[Dataset entries]
== Segment start ==
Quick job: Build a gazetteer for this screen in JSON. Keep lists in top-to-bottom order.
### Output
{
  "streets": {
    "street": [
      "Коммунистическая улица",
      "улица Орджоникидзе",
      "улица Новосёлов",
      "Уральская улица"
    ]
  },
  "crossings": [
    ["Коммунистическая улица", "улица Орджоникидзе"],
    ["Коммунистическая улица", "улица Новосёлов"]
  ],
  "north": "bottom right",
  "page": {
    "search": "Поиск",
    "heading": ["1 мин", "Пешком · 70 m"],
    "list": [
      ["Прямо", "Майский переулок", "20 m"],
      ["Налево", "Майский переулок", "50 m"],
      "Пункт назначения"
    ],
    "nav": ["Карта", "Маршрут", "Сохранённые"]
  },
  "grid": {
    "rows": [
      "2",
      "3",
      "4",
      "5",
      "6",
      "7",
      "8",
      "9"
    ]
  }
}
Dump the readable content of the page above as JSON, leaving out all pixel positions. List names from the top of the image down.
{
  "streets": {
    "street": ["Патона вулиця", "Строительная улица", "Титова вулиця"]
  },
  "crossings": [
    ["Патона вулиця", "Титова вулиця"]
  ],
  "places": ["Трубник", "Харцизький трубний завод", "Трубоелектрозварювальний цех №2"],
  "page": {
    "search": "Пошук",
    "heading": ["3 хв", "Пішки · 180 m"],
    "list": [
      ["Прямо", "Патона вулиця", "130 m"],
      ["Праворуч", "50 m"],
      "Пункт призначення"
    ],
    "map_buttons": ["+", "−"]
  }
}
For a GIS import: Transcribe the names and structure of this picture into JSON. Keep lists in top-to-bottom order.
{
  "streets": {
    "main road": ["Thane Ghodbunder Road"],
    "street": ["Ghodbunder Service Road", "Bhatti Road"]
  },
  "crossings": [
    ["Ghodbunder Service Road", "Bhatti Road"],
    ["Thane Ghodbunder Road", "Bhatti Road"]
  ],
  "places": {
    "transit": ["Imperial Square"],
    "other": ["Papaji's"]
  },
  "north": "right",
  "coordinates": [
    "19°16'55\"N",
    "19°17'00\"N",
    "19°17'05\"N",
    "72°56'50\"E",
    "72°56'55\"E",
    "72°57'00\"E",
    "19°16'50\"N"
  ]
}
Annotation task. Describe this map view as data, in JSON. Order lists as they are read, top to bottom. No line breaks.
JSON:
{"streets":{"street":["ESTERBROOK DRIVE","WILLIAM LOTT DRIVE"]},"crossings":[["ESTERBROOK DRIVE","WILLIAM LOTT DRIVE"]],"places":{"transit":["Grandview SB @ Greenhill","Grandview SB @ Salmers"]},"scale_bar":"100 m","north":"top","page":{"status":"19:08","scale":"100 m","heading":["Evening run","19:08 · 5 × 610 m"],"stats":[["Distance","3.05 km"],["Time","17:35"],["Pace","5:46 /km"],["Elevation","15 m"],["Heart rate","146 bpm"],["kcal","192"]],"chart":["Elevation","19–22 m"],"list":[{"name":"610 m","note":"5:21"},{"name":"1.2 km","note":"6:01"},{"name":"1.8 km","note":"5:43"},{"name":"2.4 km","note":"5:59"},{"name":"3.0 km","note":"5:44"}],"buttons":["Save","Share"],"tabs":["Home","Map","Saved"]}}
== Segment end ==
◆ TASK TO COMPLETE:
Could you reproduce every record exactly as written?

◆ ANSWER TO THIS TASK:
Quick job: Build a gazetteer for this screen in JSON. Keep lists in top-to-bottom order.
### Output
{
  "streets": {
    "street": [
      "Коммунистическая улица",
      "улица Орджоникидзе",
      "улица Новосёлов",
      "Уральская улица"
    ]
  },
  "crossings": [
    ["Коммунистическая улица", "улица Орджоникидзе"],
    ["Коммунистическая улица", "улица Новосёлов"]
  ],
  "north": "bottom right",
  "page": {
    "search": "Поиск",
    "heading": ["1 мин", "Пешком · 70 m"],
    "list": [
      ["Прямо", "Майский переулок", "20 m"],
      ["Налево", "Майский переулок", "50 m"],
      "Пункт назначения"
    ],
    "nav": ["Карта", "Маршрут", "Сохранённые"]
  },
  "grid": {
    "rows": [
      "2",
      "3",
      "4",
      "5",
      "6",
      "7",
      "8",
      "9"
    ]
  }
}
Dump the readable content of the page above as JSON, leaving out all pixel positions. List names from the top of the image down.
{
  "streets": {
    "street": ["Патона вулиця", "Строительная улица", "Титова вулиця"]
  },
  "crossings": [
    ["Патона вулиця", "Титова вулиця"]
  ],
  "places": ["Трубник", "Харцизький трубний завод", "Трубоелектрозварювальний цех №2"],
  "page": {
    "search": "Пошук",
    "heading": ["3 хв", "Пішки · 180 m"],
    "list": [
      ["Прямо", "Патона вулиця", "130 m"],
      ["Праворуч", "50 m"],
      "Пункт призначення"
    ],
    "map_buttons": ["+", "−"]
  }
}
For a GIS import: Transcribe the names and structure of this picture into JSON. Keep lists in top-to-bottom order.
{
  "streets": {
    "main road": ["Thane Ghodbunder Road"],
    "street": ["Ghodbunder Service Road", "Bhatti Road"]
  },
  "crossings": [
    ["Ghodbunder Service Road", "Bhatti Road"],
    ["Thane Ghodbunder Road", "Bhatti Road"]
  ],
  "places": {
    "transit": ["Imperial Square"],
    "other": ["Papaji's"]
  },
  "north": "right",
  "coordinates": [
    "19°16'55\"N",
    "19°17'00\"N",
    "19°17'05\"N",
    "72°56'50\"E",
    "72°56'55\"E",
    "72°57'00\"E",
    "19°16'50\"N"
  ]
}
Annotation task. Describe this map view as data, in JSON. Order lists as they are read, top to bottom. No line breaks.
JSON:
{"streets":{"street":["ESTERBROOK DRIVE","WILLIAM LOTT DRIVE"]},"crossings":[["ESTERBROOK DRIVE","WILLIAM LOTT DRIVE"]],"places":{"transit":["Grandview SB @ Greenhill","Grandview SB @ Salmers"]},"scale_bar":"100 m","north":"top","page":{"status":"19:08","scale":"100 m","heading":["Evening run","19:08 · 5 × 610 m"],"stats":[["Distance","3.05 km"],["Time","17:35"],["Pace","5:46 /km"],["Elevation","15 m"],["Heart rate","146 bpm"],["kcal","192"]],"chart":["Elevation","19–22 m"],"list":[{"name":"610 m","note":"5:21"},{"name":"1.2 km","note":"6:01"},{"name":"1.8 km","note":"5:43"},{"name":"2.4 km","note":"5:59"},{"name":"3.0 km","note":"5:44"}],"buttons":["Save","Share"],"tabs":["Home","Map","Saved"]}}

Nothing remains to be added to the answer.